Each record is to be given again without alteration.

======== EXTRACTED DATA

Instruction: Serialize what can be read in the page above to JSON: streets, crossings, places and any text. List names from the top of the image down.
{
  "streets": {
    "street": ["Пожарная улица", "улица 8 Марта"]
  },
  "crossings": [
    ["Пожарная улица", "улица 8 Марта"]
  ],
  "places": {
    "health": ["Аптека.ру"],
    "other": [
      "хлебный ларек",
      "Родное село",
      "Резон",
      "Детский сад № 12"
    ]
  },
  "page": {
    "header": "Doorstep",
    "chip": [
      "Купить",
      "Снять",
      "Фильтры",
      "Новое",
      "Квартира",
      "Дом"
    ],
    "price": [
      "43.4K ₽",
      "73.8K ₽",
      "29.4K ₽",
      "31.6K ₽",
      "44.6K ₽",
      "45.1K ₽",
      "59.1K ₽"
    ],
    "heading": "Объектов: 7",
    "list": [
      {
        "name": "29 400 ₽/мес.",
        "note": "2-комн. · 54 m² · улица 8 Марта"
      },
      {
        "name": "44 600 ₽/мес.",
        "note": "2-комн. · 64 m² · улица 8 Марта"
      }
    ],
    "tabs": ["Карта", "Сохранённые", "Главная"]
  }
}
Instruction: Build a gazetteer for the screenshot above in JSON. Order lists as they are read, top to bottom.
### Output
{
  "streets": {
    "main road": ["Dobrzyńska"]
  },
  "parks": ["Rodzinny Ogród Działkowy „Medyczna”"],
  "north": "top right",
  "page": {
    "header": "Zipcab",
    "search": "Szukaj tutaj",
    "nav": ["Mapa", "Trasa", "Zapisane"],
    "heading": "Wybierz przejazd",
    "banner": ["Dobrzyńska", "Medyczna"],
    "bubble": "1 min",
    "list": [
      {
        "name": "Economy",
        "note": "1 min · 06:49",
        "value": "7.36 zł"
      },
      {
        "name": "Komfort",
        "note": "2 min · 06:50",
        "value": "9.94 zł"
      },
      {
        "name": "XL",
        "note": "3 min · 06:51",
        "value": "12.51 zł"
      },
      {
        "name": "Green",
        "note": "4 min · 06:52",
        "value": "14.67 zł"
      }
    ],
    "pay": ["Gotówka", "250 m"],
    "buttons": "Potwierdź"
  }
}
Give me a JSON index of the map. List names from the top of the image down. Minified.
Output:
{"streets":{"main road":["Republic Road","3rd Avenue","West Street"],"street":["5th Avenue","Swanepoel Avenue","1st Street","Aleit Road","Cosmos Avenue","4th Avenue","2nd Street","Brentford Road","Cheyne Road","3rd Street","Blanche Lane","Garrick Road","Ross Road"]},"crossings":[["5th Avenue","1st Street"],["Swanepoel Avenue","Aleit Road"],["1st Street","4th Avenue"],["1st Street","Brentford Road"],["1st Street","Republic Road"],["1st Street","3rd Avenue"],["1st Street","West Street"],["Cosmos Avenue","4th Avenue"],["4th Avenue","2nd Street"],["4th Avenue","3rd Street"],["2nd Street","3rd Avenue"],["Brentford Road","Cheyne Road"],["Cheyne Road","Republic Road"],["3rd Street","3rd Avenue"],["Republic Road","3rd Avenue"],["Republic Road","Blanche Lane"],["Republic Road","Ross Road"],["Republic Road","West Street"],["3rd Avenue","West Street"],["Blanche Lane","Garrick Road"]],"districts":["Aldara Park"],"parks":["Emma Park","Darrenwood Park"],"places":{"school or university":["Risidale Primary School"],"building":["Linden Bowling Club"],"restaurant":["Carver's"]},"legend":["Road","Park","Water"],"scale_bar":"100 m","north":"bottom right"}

================

OUTPUT OF THE EXERCISE
Instruction: Serialize what can be read in the page above to JSON: streets, crossings, places and any text. List names from the top of the image down.
{
  "streets": {
    "street": ["Пожарная улица", "улица 8 Марта"]
  },
  "crossings": [
    ["Пожарная улица", "улица 8 Марта"]
  ],
  "places": {
    "health": ["Аптека.ру"],
    "other": [
      "хлебный ларек",
      "Родное село",
      "Резон",
      "Детский сад № 12"
    ]
  },
  "page": {
    "header": "Doorstep",
    "chip": [
      "Купить",
      "Снять",
      "Фильтры",
      "Новое",
      "Квартира",
      "Дом"
    ],
    "price": [
      "43.4K ₽",
      "73.8K ₽",
      "29.4K ₽",
      "31.6K ₽",
      "44.6K ₽",
      "45.1K ₽",
      "59.1K ₽"
    ],
    "heading": "Объектов: 7",
    "list": [
      {
        "name": "29 400 ₽/мес.",
        "note": "2-комн. · 54 m² · улица 8 Марта"
      },
      {
        "name": "44 600 ₽/мес.",
        "note": "2-комн. · 64 m² · улица 8 Марта"
      }
    ],
    "tabs": ["Карта", "Сохранённые", "Главная"]
  }
}
Instruction: Build a gazetteer for the screenshot above in JSON. Order lists as they are read, top to bottom.
### Output
{
  "streets": {
    "main road": ["Dobrzyńska"]
  },
  "parks": ["Rodzinny Ogród Działkowy „Medyczna”"],
  "north": "top right",
  "page": {
    "header": "Zipcab",
    "search": "Szukaj tutaj",
    "nav": ["Mapa", "Trasa", "Zapisane"],
    "heading": "Wybierz przejazd",
    "banner": ["Dobrzyńska", "Medyczna"],
    "bubble": "1 min",
    "list": [
      {
        "name": "Economy",
        "note": "1 min · 06:49",
        "value": "7.36 zł"
      },
      {
        "name": "Komfort",
        "note": "2 min · 06:50",
        "value": "9.94 zł"
      },
      {
        "name": "XL",
        "note": "3 min · 06:51",
        "value": "12.51 zł"
      },
      {
        "name": "Green",
        "note": "4 min · 06:52",
        "value": "14.67 zł"
      }
    ],
    "pay": ["Gotówka", "250 m"],
    "buttons": "Potwierdź"
  }
}
Give me a JSON index of the map. List names from the top of the image down. Minified.
Output:
{"streets":{"main road":["Republic Road","3rd Avenue","West Street"],"street":["5th Avenue","Swanepoel Avenue","1st Street","Aleit Road","Cosmos Avenue","4th Avenue","2nd Street","Brentford Road","Cheyne Road","3rd Street","Blanche Lane","Garrick Road","Ross Road"]},"crossings":[["5th Avenue","1st Street"],["Swanepoel Avenue","Aleit Road"],["1st Street","4th Avenue"],["1st Street","Brentford Road"],["1st Street","Republic Road"],["1st Street","3rd Avenue"],["1st Street","West Street"],["Cosmos Avenue","4th Avenue"],["4th Avenue","2nd Street"],["4th Avenue","3rd Street"],["2nd Street","3rd Avenue"],["Brentford Road","Cheyne Road"],["Cheyne Road","Republic Road"],["3rd Street","3rd Avenue"],["Republic Road","3rd Avenue"],["Republic Road","Blanche Lane"],["Republic Road","Ross Road"],["Republic Road","West Street"],["3rd Avenue","West Street"],["Blanche Lane","Garrick Road"]],"districts":["Aldara Park"],"parks":["Emma Park","Darrenwood Park"],"places":{"school or university":["Risidale Primary School"],"building":["Linden Bowling Club"],"restaurant":["Carver's"]},"legend":["Road","Park","Water"],"scale_bar":"100 m","north":"bottom right"}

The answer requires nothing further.